Would this be enabling?

by Anonymous

After a lot of efforts to get compliance from my daughter who is an alcoholic (26 years-old) the court has given me kinship custody of my 4 month-old grandson.


This is a very complicated situation but essentially my daughter is asking to come and live with me in my small hometown, where she feels she will not drink. I have refused because:

1. I think she will get better counseling, etc in her large city.

2. I don't want to be her keeper (I just want to be her mom).

3. It feels like this would be a "rescue" from her consequences.

She is in a lousy situation but does have options and I think she needs to face her issues right where she is.

I see this as a terrific opportunity for her to work on herself completely, knowing her son (who has been almost exclusively in my care for the last 2 months anyway) is being lovingly cared for and she doesn't have to worry about him.

I will facilitate visits and Skype and all that.

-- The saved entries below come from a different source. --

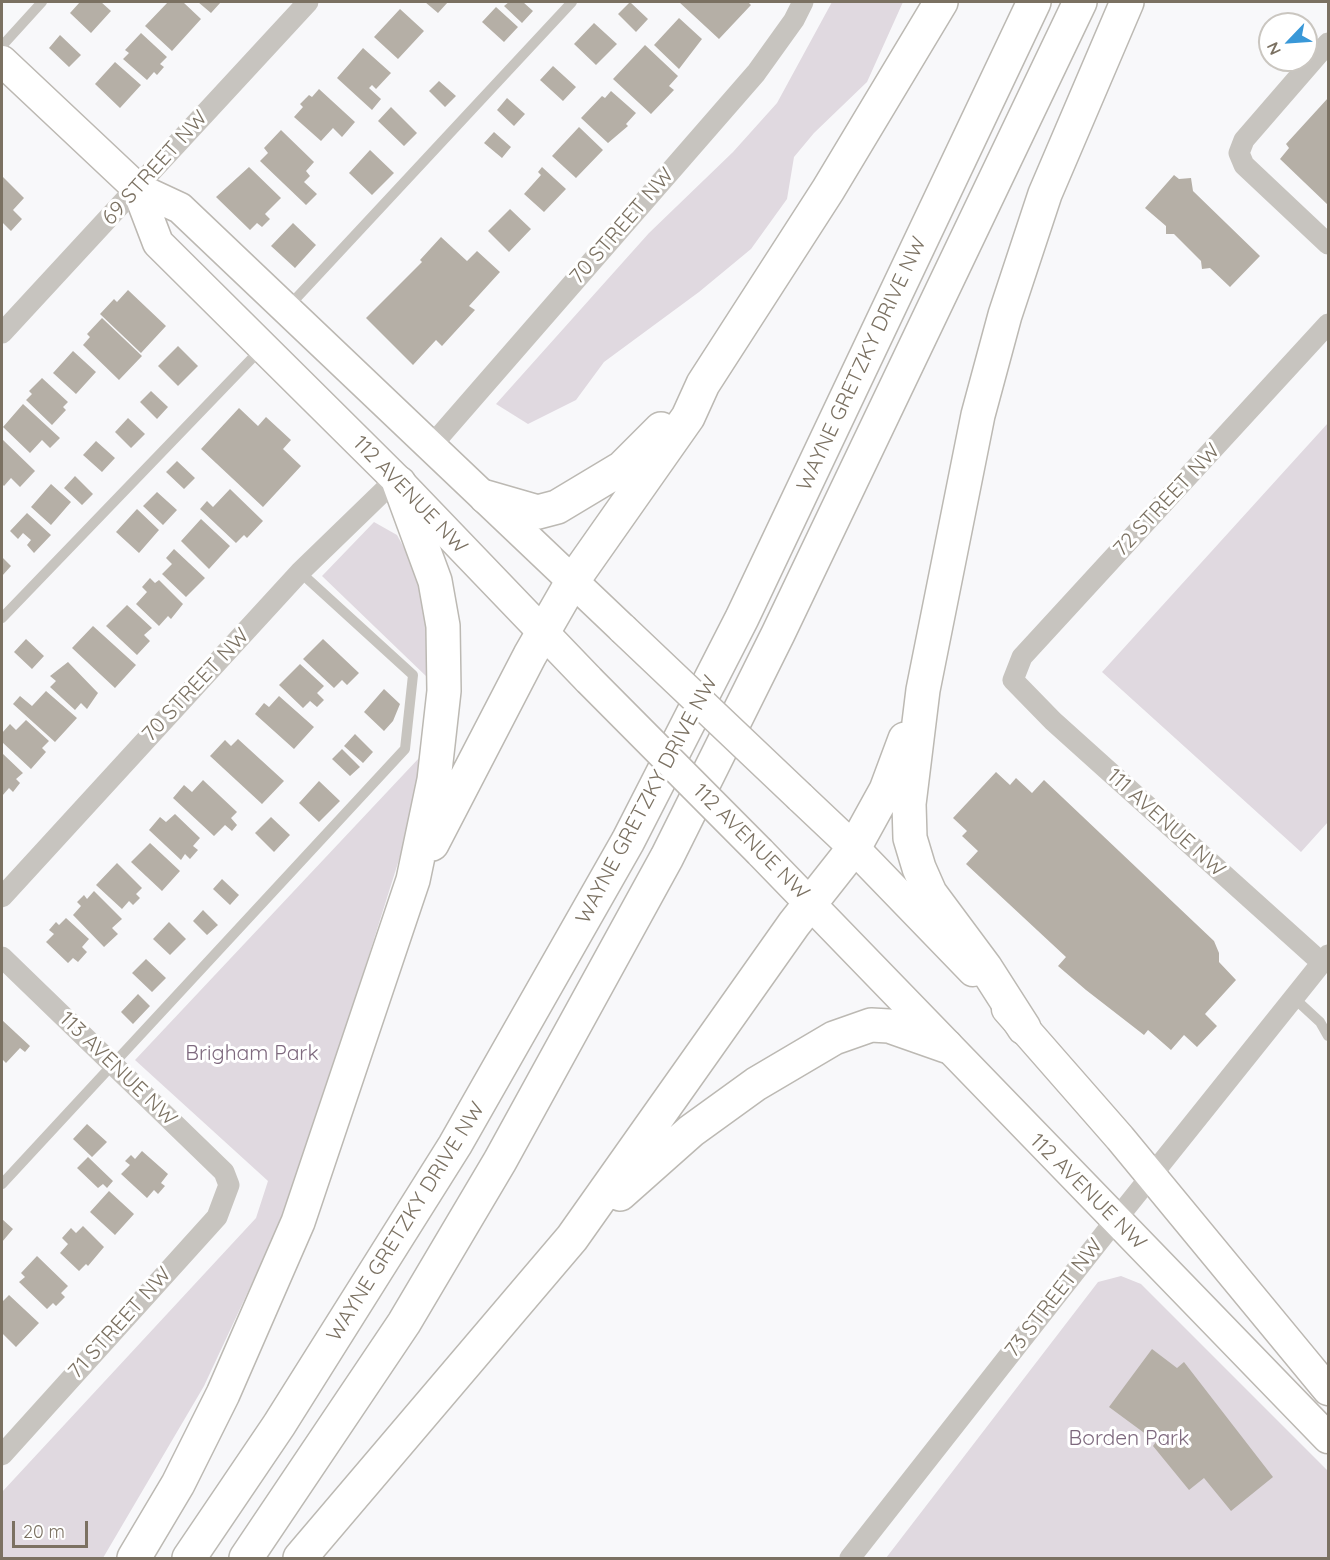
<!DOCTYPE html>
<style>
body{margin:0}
#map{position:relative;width:1330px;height:1560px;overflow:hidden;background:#f8f8fa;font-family:Quicksand,sans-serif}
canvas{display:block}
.frame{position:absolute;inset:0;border:3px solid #7b7162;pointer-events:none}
.north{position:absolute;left:1258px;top:12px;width:60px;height:60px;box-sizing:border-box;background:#fff;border:2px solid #cac6c0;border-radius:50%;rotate:245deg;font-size:16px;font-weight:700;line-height:24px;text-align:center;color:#7b7162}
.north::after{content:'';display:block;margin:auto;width:21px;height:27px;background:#3998d8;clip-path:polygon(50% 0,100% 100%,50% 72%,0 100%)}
.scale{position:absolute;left:12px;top:1521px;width:76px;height:27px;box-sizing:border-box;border:3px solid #7b7162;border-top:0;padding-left:8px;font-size:18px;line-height:21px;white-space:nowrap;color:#7b7162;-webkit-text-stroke:4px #fff;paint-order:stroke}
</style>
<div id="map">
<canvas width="1330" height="1560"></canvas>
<div class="frame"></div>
<div class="north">N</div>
<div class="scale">20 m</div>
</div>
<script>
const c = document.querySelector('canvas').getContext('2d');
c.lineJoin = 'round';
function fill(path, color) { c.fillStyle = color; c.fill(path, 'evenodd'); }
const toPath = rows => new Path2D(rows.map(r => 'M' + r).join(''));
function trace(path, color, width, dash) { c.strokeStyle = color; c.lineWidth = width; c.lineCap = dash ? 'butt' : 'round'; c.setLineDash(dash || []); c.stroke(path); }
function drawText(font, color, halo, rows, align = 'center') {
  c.font = font + ' Quicksand,sans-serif'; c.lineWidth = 6; c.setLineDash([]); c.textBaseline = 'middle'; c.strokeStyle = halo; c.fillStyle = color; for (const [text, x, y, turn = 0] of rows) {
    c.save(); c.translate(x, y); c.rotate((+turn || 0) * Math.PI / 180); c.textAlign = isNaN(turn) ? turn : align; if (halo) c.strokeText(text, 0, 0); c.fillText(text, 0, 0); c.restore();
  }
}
const green = toPath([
 [832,2,903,2,867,82,814,133,794,157,787,199,751,249,699,292,604,362,576,400,528,424,496,404,649,233,733,152,777,103],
 [1328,423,1328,822,1301,852,1102,672],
 [374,522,397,535,408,555,434,629,420,793,294,1193,204,1386,103,1558,2,1558,2,1492,256,1218,268,1181,135,1060,419,758,428,678,322,576],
 [1121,1276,1141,1284,1328,1471,1328,1558,886,1558,1098,1282]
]);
const building = toPath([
 [80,2,101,2,111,11,91,33,70,13],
 [168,2,183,2,201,19,172,51,145,26],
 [198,2,221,2,211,13],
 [425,2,448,2,438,13],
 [509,2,523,2,533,11,522,23,504,6],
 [630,2,648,19,636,32,618,14],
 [679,2,748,2,751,5,719,39],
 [496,7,518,27,504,42,482,22],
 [400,9,424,31,398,59,374,37],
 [679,18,702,39,679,69,654,45],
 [594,23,617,44,596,65,574,44],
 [141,33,167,57,160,64,164,67,157,75,154,72,147,80,123,59,129,53,125,50],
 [60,35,81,55,69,67,49,48],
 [645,45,678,76,669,86,674,90,651,114,613,79],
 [363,48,391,73,376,89,372,85,369,88,381,99,372,110,337,78],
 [115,62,141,85,120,108,95,84],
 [553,66,576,87,563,101,540,80],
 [439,81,456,96,445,107,429,91],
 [319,89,355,122,342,137,333,128,321,141,294,117,303,107,300,104,309,95,312,97],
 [611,91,636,113,626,124,628,126,608,143,581,118,602,96,605,98],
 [507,98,525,114,514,126,497,110],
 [1328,98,1328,205,1280,159,1289,148,1286,144],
 [391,107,417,133,404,146,378,121],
 [579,127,603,150,576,178,552,156],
 [281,130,314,162,306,171,310,176,304,182,317,194,306,205,260,161,268,153,264,148],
 [494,132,511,147,502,158,484,143],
 [370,150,394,173,372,195,349,173],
 [249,167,281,198,265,214,270,219,262,227,257,223,250,230,216,197],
 [542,167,566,189,544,212,524,194,541,175,538,172],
 [1174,175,1179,179,1191,178,1193,191,1260,256,1230,287,1210,268,1202,269,1201,261,1174,234,1166,234,1166,226,1145,208],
 [2,176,24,198,13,210,22,219,11,231,2,222],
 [510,209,531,229,509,252,488,231],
 [293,223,316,245,295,268,271,246],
 [441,237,467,261,477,251,500,272,469,306,475,310,442,346,436,340,413,365,366,318,422,262,420,260],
 [128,290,166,326,141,353,100,314,114,299,117,302],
 [102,318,142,356,119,380,83,345,90,337,87,334],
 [178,346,198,366,178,386,158,366],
 [73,351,96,372,76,394,53,373],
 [42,378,68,402,63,407,66,410,52,425,26,400,32,394,29,391],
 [151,391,168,407,157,419,140,402],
 [23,404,60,438,50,448,42,440,30,453,3,427],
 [239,408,258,426,266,417,291,440,283,449,301,466,263,507,201,449],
 [128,418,145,434,131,448,115,432],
 [2,439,35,471,20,487,11,478,4,486,2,484],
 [96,441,115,458,102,472,83,455],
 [177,461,195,478,184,489,166,472],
 [75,476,93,494,82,505,64,488],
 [51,484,71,502,51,525,31,507],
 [230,489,263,521,247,538,244,535,236,543,200,509,207,501,213,507],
 [157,492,177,510,163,525,143,506],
 [137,509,159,530,139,553,116,532],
 [27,513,51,535,34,553,27,545,31,540,23,533,18,539,10,531],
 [201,519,230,546,209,569,181,541],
 [174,549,205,578,186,597,162,574,172,564,166,558],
 [2,557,11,566,2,576],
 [150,578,155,583,159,580,183,604,171,619,168,616,159,626,136,604,147,592,142,587],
 [127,605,152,628,144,635,150,641,137,655,106,626],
 [93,626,136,665,115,688,72,648],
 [26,639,44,656,32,669,14,652],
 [323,639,359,673,347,685,342,680,334,688,303,659],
 [68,662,98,693,87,709,81,703,75,710,50,687,56,681,50,676],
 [300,664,324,686,317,693,324,700,317,707,310,701,303,708,279,685],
 [384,689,400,704,393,721,384,731,364,712],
 [46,691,77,718,55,742,13,704,20,696,32,706],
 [279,696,314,727,294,749,255,714,264,703,269,707],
 [26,720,49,741,42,748,46,752,31,769,2,742,2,733,10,724,16,730],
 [355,734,373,752,363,763,344,746],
 [238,739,284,781,262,804,210,756,225,740,231,746],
 [342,749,360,767,350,776,332,759],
 [2,753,23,773,16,779,20,783,13,792,9,788,2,796],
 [996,772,1010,785,1016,778,1032,793,1044,780,1214,941,1219,953,1219,962,1236,980,1205,1014,1217,1026,1197,1047,1184,1035,1171,1050,1148,1030,1144,1035,1086,990,1058,966,1066,957,966,864,978,851,962,836,967,831,953,818],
 [203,780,237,812,231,818,237,825,232,831,225,825,214,836,173,798,184,785,192,792],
 [319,781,340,801,319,822,299,803],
 [175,814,200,838,193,846,198,850,190,859,185,854,181,860,149,830,160,817,166,822],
 [271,817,290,835,274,852,255,833],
 [150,843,180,871,162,891,131,862],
 [117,863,142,888,136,894,140,898,133,905,129,901,122,909,96,885],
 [222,879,239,895,230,905,213,889],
 [94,891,122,919,112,928,118,934,104,947,73,915,81,906,77,902,84,895,87,899],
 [203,910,218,925,207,935,193,921],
 [66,918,89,939,82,947,87,952,78,962,73,958,68,963,46,942,54,934,49,930,56,922,59,925],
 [169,922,186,939,170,955,153,939],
 [146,959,166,978,152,992,132,973],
 [138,994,150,1006,133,1024,121,1012],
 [2,1020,30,1046,25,1052,20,1048,6,1063,2,1059],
 [87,1124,107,1142,92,1157,73,1139],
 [142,1151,168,1174,161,1183,165,1186,158,1194,154,1190,147,1198,121,1174,130,1165,125,1161,131,1155,135,1159],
 [88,1157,113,1181,107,1188,103,1184,98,1188,77,1168],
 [109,1191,134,1214,115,1235,90,1212],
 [2,1219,13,1229,2,1242],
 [83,1226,104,1247,88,1266,86,1264,79,1271,60,1253,68,1244,62,1238,71,1228,76,1233],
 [37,1256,68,1286,61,1293,65,1297,56,1306,53,1303,47,1309,19,1282,25,1277,21,1273],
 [9,1295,39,1323,16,1347,2,1333,2,1302],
 [1152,1349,1177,1368,1184,1362,1273,1477,1231,1511,1204,1478,1189,1490,1153,1446,1158,1439,1149,1433,1147,1435,1109,1407]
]);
const service = toPath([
 [2,46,42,2],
 [288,307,572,2],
 [2,618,262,348],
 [1294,998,1320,1022,1328,1036],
 [2,1184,405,749,413,675,300,572]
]);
const minor = toPath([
 [1328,43,1244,140,1239,153,1244,165,1328,244],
 [2,333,308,2],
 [432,445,756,73,794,20,803,2],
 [2,897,300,572,396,479],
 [2,957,224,1172,229,1185,217,1217,2,1455],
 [1322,963,1053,721,1013,680,1022,657,1328,324],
 [850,1558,1103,1236,1328,955]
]);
const secondary = toPath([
 [2,61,137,188,180,208,623,629],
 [137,188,158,243,396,479,589,680],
 [800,797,854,848,973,971],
 [760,852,1328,1438],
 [1007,1009,1120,1138,1328,1390]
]);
const primary = toPath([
 [486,497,538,512,557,507,622,468,661,429],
 [432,844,530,655,572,582,688,417,703,384,828,190,941,2],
 [1024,1028,985,967,930,893,919,868,910,838,909,804,923,690,978,415,1005,315,1045,194,1127,2],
 [620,1194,691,1131,756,1084,834,1038,871,1025,889,1026,946,1046],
 [134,1558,178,1484,223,1394,298,1222,413,880,434,780,444,691,443,626,435,581,399,483],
 [189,1558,279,1425,455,1145,628,841,742,618,1034,2],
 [246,1558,404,1323,500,1161,667,857,778,634,1080,2],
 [300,1558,572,1238,794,924,854,848,886,790,905,739]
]);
const secondaryBridge = toPath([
 [623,629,800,797],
 [589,680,760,852]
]);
const streetNames = [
 ["69 STREET NW",155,168,-48],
 ["70 STREET NW",622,226,-49],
 ["WAYNE GRETZKY DRIVE NW",862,364,-65],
 ["112 AVENUE NW",410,495,46],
 ["72 STREET NW",1167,500,-47],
 ["70 STREET NW",196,685,-47],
 ["WAYNE GRETZKY DRIVE NW",647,800,-62],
 ["111 AVENUE NW",1166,823,42],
 ["112 AVENUE NW",751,842,45],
 ["113 AVENUE NW",118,1069,44],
 ["112 AVENUE NW",1088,1192,45],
 ["WAYNE GRETZKY DRIVE NW",406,1222,-58],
 ["73 STREET NW",1054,1298,-52],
 ["71 STREET NW",120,1323,-48]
];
const parkNames = [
 ["Brigham Park",252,1054],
 ["Borden Park",1129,1439]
];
fill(green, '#e0d9e0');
fill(building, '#b5afa6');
trace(secondary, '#bcb8b2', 33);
trace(primary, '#bcb9b3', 36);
trace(service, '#c7c4bf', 10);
trace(minor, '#c7c4bf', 21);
trace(secondary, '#fff', 30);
trace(primary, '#fff', 33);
trace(secondaryBridge, '#bcb8b2', 33, []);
trace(secondaryBridge, '#fff', 30);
drawText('21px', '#7b7162', '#fff', streetNames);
drawText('21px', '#7e697e', '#fff', parkNames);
</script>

She is cranking up the pressure and I just need to know, that I am recognizing this for what it is and not ignoring a legitimate request for help.

-------------------------------------------------


Your daughter feels that leaving her negative environment will provide the answer to her drinking problem. Many people believe that moving away will work, but let me assure you that it is not. There is no geographical cure. If your daughter wants to drink, she will find it wherever she is.

If your daughter seriously wants help, she should get the help she needs before coming to stay with you. Tell her that she must go to AA meetings, get counseling, go into rehab and do whatever it takes so that she can be a capable mother for her son.

Tell her that you love her and that you understand her plight, but she has to prove to you and to herself that she is taking responsibility for her actions. If she does not agree, you must stand firm. If she moves in with you, she will disturb the household and the protective environment that the court has awarded your grandson.

Tell her that when she’s in control of her sobriety, you’ll reassess the situation. But until she stays sober, there is no option. She cannot move in with you.